● **Your task**:
Looking at the entries below, how many lines include the word "compass"? Answer with the number alone.
Entries supplied section start
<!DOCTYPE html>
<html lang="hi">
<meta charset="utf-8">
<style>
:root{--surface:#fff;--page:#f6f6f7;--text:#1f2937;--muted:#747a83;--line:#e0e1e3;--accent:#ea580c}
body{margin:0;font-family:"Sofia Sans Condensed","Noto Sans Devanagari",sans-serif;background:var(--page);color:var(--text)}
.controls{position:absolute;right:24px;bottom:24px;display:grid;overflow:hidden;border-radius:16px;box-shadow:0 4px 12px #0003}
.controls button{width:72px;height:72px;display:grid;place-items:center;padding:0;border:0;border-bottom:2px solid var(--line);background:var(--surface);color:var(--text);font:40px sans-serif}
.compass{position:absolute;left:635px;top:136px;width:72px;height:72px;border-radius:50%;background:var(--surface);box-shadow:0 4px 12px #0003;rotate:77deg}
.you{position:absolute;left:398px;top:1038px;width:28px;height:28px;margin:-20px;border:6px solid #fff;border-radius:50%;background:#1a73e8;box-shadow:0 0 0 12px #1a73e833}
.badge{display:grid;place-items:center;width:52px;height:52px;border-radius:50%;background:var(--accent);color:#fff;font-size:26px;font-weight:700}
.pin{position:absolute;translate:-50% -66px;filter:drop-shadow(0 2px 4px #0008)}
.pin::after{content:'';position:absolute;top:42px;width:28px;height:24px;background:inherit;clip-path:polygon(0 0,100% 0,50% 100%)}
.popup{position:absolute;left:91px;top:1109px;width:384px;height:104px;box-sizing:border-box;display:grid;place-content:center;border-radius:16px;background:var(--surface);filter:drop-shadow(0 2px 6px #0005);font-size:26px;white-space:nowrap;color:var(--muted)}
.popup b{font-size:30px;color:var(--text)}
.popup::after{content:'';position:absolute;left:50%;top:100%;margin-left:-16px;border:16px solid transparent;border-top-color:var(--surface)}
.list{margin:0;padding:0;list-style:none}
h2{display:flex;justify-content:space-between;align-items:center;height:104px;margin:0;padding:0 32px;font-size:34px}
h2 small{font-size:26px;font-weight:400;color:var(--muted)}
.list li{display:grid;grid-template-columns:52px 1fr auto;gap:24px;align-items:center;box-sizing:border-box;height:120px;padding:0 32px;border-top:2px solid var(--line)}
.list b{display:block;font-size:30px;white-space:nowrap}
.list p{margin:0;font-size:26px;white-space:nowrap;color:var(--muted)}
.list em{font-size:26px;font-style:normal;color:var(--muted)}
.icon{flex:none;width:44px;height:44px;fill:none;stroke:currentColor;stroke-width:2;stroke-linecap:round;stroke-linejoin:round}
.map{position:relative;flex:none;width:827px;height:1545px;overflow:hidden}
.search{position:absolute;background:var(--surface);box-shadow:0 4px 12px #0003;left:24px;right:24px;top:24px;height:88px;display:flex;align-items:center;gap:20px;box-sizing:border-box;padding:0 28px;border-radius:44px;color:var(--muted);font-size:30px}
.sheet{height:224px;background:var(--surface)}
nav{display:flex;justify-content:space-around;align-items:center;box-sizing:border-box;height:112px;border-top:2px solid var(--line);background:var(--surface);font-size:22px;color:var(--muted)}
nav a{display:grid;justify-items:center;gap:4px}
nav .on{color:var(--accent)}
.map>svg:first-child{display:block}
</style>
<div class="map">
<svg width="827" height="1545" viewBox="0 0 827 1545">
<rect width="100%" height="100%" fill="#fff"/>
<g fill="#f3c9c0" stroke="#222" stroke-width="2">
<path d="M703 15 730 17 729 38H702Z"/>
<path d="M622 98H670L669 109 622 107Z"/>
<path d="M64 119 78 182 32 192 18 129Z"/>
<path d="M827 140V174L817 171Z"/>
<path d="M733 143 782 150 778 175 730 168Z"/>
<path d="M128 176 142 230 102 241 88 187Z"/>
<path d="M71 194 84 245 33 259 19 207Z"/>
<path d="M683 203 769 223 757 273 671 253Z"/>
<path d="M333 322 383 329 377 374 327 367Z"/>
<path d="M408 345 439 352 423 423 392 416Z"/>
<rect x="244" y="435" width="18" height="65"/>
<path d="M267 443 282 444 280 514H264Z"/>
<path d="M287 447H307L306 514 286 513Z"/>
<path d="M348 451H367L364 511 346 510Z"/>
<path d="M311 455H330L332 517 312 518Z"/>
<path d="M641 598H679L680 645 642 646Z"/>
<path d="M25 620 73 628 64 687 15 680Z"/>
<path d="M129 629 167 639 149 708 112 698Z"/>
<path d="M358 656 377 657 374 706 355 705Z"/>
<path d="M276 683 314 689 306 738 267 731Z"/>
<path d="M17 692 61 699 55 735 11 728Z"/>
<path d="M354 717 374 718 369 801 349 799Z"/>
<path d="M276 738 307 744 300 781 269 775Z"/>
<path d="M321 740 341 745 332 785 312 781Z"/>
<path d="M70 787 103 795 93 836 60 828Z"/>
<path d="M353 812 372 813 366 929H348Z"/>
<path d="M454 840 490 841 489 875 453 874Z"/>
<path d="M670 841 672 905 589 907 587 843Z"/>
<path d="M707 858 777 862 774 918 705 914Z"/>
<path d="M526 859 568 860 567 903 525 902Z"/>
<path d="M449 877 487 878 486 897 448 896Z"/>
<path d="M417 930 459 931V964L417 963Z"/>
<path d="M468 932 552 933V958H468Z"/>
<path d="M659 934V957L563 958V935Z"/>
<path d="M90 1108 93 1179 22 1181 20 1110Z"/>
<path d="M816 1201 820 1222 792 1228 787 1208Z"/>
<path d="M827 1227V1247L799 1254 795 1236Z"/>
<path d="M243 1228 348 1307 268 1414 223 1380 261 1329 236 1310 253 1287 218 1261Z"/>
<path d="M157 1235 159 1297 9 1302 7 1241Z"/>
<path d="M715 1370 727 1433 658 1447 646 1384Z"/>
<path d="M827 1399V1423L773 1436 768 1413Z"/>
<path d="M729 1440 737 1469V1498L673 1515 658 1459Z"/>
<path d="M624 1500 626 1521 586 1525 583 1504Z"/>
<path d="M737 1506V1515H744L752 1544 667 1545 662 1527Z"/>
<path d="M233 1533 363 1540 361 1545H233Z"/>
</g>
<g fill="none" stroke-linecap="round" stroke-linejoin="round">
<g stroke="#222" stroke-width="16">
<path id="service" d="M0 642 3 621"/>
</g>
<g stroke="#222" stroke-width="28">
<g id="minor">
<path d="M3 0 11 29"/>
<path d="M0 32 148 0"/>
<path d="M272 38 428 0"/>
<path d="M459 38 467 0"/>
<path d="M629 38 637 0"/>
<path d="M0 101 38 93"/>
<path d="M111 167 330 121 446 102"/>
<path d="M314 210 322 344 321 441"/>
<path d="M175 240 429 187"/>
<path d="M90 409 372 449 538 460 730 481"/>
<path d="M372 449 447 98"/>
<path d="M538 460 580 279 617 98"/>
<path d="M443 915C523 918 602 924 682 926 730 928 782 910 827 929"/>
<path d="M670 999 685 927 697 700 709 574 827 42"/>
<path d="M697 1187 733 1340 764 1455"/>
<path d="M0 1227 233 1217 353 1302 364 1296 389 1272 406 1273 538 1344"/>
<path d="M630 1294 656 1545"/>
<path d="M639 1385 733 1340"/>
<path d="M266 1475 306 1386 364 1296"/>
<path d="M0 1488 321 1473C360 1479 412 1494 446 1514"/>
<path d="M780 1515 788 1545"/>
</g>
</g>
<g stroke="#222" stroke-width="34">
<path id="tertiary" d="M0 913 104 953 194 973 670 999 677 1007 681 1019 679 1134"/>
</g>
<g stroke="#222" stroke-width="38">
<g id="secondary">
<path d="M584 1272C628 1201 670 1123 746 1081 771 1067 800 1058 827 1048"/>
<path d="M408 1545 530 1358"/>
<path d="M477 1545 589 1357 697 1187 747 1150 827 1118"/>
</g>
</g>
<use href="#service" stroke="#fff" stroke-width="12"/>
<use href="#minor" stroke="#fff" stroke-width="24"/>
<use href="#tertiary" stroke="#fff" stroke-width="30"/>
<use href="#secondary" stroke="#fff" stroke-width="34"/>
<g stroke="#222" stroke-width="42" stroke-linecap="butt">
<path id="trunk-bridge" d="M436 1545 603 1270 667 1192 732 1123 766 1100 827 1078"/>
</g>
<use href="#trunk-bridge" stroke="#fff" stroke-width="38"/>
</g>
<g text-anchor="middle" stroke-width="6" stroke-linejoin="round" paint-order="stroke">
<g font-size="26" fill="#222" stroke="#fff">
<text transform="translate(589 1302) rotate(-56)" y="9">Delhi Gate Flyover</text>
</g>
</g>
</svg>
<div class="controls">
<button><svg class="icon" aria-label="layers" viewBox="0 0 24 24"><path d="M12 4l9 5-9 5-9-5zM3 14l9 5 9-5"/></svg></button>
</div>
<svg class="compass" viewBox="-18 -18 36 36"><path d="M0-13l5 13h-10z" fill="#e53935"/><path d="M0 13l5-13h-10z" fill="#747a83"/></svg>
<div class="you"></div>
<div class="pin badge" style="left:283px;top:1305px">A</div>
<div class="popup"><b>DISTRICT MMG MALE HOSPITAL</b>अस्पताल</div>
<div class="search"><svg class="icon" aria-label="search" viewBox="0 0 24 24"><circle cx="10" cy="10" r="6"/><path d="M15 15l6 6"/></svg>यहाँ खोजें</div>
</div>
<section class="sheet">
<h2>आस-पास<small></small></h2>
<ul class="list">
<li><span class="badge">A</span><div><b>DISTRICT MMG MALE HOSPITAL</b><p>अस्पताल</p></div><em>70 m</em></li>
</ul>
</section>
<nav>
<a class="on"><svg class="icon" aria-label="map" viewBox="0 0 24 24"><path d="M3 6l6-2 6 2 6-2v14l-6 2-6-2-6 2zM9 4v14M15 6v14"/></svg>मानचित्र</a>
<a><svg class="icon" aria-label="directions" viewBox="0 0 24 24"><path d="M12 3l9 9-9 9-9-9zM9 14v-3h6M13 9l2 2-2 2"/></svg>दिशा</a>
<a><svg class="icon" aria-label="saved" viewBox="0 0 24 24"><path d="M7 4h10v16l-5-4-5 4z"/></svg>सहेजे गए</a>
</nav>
Entries supplied section end
● **Expected output**:
2